Print the data exactly as it appears, keeping every word.

Records excerpted from a collection |
↓↓↓

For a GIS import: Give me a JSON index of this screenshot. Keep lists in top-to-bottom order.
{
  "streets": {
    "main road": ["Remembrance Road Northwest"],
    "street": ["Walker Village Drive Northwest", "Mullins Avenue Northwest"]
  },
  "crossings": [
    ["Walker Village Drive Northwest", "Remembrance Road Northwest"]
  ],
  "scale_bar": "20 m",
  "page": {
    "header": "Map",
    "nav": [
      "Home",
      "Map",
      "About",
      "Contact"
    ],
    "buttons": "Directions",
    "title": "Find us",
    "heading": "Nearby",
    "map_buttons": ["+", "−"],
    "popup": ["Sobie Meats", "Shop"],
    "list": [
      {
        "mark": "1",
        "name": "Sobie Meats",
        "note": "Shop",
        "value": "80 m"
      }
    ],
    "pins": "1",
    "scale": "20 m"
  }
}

↑↑↑

Written answer |
For a GIS import: Give me a JSON index of this screenshot. Keep lists in top-to-bottom order.
{
  "streets": {
    "main road": ["Remembrance Road Northwest"],
    "street": ["Walker Village Drive Northwest", "Mullins Avenue Northwest"]
  },
  "crossings": [
    ["Walker Village Drive Northwest", "Remembrance Road Northwest"]
  ],
  "scale_bar": "20 m",
  "page": {
    "header": "Map",
    "nav": [
      "Home",
      "Map",
      "About",
      "Contact"
    ],
    "buttons": "Directions",
    "title": "Find us",
    "heading": "Nearby",
    "map_buttons": ["+", "−"],
    "popup": ["Sobie Meats", "Shop"],
    "list": [
      {
        "mark": "1",
        "name": "Sobie Meats",
        "note": "Shop",
        "value": "80 m"
      }
    ],
    "pins": "1",
    "scale": "20 m"
  }
}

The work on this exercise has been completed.